The records below need to be restated word for word.

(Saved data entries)
'''
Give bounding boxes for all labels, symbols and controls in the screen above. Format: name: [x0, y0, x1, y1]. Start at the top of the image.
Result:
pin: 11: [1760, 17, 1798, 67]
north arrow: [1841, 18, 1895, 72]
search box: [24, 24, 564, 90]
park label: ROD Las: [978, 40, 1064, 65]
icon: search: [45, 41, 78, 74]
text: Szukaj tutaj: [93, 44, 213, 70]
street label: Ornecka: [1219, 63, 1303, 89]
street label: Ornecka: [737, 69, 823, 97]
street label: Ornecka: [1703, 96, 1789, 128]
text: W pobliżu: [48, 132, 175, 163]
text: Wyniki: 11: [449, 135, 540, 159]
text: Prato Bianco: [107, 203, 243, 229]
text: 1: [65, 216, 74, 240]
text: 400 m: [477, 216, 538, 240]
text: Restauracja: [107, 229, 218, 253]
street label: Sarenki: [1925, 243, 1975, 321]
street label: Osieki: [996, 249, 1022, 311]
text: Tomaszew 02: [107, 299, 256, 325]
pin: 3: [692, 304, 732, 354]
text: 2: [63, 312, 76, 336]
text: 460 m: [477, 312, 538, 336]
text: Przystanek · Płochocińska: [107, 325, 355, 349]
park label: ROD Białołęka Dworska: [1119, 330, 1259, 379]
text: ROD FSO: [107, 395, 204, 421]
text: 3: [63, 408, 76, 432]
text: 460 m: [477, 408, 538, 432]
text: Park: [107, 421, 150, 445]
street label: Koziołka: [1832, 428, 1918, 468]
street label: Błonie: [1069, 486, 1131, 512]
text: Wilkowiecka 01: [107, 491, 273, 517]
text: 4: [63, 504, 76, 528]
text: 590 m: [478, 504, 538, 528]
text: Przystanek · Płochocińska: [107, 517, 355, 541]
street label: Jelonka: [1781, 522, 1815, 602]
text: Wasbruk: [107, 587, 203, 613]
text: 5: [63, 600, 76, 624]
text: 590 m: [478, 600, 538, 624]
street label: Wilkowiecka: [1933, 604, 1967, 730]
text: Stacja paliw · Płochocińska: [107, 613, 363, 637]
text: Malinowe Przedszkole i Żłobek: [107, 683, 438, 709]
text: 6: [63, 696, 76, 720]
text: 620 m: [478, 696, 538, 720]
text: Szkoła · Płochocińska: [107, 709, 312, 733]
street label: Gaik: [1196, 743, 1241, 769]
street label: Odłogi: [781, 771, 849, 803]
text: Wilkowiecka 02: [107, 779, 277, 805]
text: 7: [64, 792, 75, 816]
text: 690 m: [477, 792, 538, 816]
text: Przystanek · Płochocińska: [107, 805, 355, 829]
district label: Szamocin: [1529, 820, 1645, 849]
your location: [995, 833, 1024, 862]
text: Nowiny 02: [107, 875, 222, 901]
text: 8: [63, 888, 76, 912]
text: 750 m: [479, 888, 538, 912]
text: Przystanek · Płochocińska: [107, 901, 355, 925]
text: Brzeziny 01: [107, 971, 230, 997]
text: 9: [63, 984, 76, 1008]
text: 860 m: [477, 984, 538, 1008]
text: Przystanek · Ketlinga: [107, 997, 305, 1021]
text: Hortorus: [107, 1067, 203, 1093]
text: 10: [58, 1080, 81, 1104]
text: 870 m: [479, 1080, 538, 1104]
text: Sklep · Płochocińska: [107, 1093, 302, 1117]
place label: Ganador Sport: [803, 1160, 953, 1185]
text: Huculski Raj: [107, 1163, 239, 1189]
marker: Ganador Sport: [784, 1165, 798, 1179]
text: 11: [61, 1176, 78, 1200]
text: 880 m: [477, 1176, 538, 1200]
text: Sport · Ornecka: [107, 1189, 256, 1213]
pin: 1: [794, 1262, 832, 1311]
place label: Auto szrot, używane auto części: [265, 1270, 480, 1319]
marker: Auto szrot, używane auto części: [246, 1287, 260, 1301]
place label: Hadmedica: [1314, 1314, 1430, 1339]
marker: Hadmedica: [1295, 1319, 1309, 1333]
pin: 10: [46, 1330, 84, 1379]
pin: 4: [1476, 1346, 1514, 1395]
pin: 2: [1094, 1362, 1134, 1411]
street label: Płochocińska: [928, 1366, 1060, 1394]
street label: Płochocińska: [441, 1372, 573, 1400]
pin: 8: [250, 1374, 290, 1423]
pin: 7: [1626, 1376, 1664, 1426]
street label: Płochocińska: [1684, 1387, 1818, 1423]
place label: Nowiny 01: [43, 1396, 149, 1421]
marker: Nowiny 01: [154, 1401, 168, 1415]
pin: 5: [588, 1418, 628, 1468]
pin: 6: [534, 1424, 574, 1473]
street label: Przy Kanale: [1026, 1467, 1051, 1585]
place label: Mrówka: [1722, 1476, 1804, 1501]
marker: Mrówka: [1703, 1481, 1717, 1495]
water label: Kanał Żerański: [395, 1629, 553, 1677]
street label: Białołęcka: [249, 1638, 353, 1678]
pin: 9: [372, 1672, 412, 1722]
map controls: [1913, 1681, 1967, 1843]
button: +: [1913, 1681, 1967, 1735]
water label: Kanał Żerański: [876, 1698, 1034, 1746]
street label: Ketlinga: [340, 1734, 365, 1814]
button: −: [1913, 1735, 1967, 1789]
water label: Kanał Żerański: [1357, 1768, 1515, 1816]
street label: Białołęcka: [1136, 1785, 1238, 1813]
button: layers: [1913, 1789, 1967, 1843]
'''
Your solution —
Give bounding boxes for all labels, symbols and controls in the screen above. Format: name: [x0, y0, x1, y1]. Start at the top of the image.
Result:
pin: 11: [1760, 17, 1798, 67]
north arrow: [1841, 18, 1895, 72]
search box: [24, 24, 564, 90]
park label: ROD Las: [978, 40, 1064, 65]
icon: search: [45, 41, 78, 74]
text: Szukaj tutaj: [93, 44, 213, 70]
street label: Ornecka: [1219, 63, 1303, 89]
street label: Ornecka: [737, 69, 823, 97]
street label: Ornecka: [1703, 96, 1789, 128]
text: W pobliżu: [48, 132, 175, 163]
text: Wyniki: 11: [449, 135, 540, 159]
text: Prato Bianco: [107, 203, 243, 229]
text: 1: [65, 216, 74, 240]
text: 400 m: [477, 216, 538, 240]
text: Restauracja: [107, 229, 218, 253]
street label: Sarenki: [1925, 243, 1975, 321]
street label: Osieki: [996, 249, 1022, 311]
text: Tomaszew 02: [107, 299, 256, 325]
pin: 3: [692, 304, 732, 354]
text: 2: [63, 312, 76, 336]
text: 460 m: [477, 312, 538, 336]
text: Przystanek · Płochocińska: [107, 325, 355, 349]
park label: ROD Białołęka Dworska: [1119, 330, 1259, 379]
text: ROD FSO: [107, 395, 204, 421]
text: 3: [63, 408, 76, 432]
text: 460 m: [477, 408, 538, 432]
text: Park: [107, 421, 150, 445]
street label: Koziołka: [1832, 428, 1918, 468]
street label: Błonie: [1069, 486, 1131, 512]
text: Wilkowiecka 01: [107, 491, 273, 517]
text: 4: [63, 504, 76, 528]
text: 590 m: [478, 504, 538, 528]
text: Przystanek · Płochocińska: [107, 517, 355, 541]
street label: Jelonka: [1781, 522, 1815, 602]
text: Wasbruk: [107, 587, 203, 613]
text: 5: [63, 600, 76, 624]
text: 590 m: [478, 600, 538, 624]
street label: Wilkowiecka: [1933, 604, 1967, 730]
text: Stacja paliw · Płochocińska: [107, 613, 363, 637]
text: Malinowe Przedszkole i Żłobek: [107, 683, 438, 709]
text: 6: [63, 696, 76, 720]
text: 620 m: [478, 696, 538, 720]
text: Szkoła · Płochocińska: [107, 709, 312, 733]
street label: Gaik: [1196, 743, 1241, 769]
street label: Odłogi: [781, 771, 849, 803]
text: Wilkowiecka 02: [107, 779, 277, 805]
text: 7: [64, 792, 75, 816]
text: 690 m: [477, 792, 538, 816]
text: Przystanek · Płochocińska: [107, 805, 355, 829]
district label: Szamocin: [1529, 820, 1645, 849]
your location: [995, 833, 1024, 862]
text: Nowiny 02: [107, 875, 222, 901]
text: 8: [63, 888, 76, 912]
text: 750 m: [479, 888, 538, 912]
text: Przystanek · Płochocińska: [107, 901, 355, 925]
text: Brzeziny 01: [107, 971, 230, 997]
text: 9: [63, 984, 76, 1008]
text: 860 m: [477, 984, 538, 1008]
text: Przystanek · Ketlinga: [107, 997, 305, 1021]
text: Hortorus: [107, 1067, 203, 1093]
text: 10: [58, 1080, 81, 1104]
text: 870 m: [479, 1080, 538, 1104]
text: Sklep · Płochocińska: [107, 1093, 302, 1117]
place label: Ganador Sport: [803, 1160, 953, 1185]
text: Huculski Raj: [107, 1163, 239, 1189]
marker: Ganador Sport: [784, 1165, 798, 1179]
text: 11: [61, 1176, 78, 1200]
text: 880 m: [477, 1176, 538, 1200]
text: Sport · Ornecka: [107, 1189, 256, 1213]
pin: 1: [794, 1262, 832, 1311]
place label: Auto szrot, używane auto części: [265, 1270, 480, 1319]
marker: Auto szrot, używane auto części: [246, 1287, 260, 1301]
place label: Hadmedica: [1314, 1314, 1430, 1339]
marker: Hadmedica: [1295, 1319, 1309, 1333]
pin: 10: [46, 1330, 84, 1379]
pin: 4: [1476, 1346, 1514, 1395]
pin: 2: [1094, 1362, 1134, 1411]
street label: Płochocińska: [928, 1366, 1060, 1394]
street label: Płochocińska: [441, 1372, 573, 1400]
pin: 8: [250, 1374, 290, 1423]
pin: 7: [1626, 1376, 1664, 1426]
street label: Płochocińska: [1684, 1387, 1818, 1423]
place label: Nowiny 01: [43, 1396, 149, 1421]
marker: Nowiny 01: [154, 1401, 168, 1415]
pin: 5: [588, 1418, 628, 1468]
pin: 6: [534, 1424, 574, 1473]
street label: Przy Kanale: [1026, 1467, 1051, 1585]
place label: Mrówka: [1722, 1476, 1804, 1501]
marker: Mrówka: [1703, 1481, 1717, 1495]
water label: Kanał Żerański: [395, 1629, 553, 1677]
street label: Białołęcka: [249, 1638, 353, 1678]
pin: 9: [372, 1672, 412, 1722]
map controls: [1913, 1681, 1967, 1843]
button: +: [1913, 1681, 1967, 1735]
water label: Kanał Żerański: [876, 1698, 1034, 1746]
street label: Ketlinga: [340, 1734, 365, 1814]
button: −: [1913, 1735, 1967, 1789]
water label: Kanał Żerański: [1357, 1768, 1515, 1816]
street label: Białołęcka: [1136, 1785, 1238, 1813]
button: layers: [1913, 1789, 1967, 1843]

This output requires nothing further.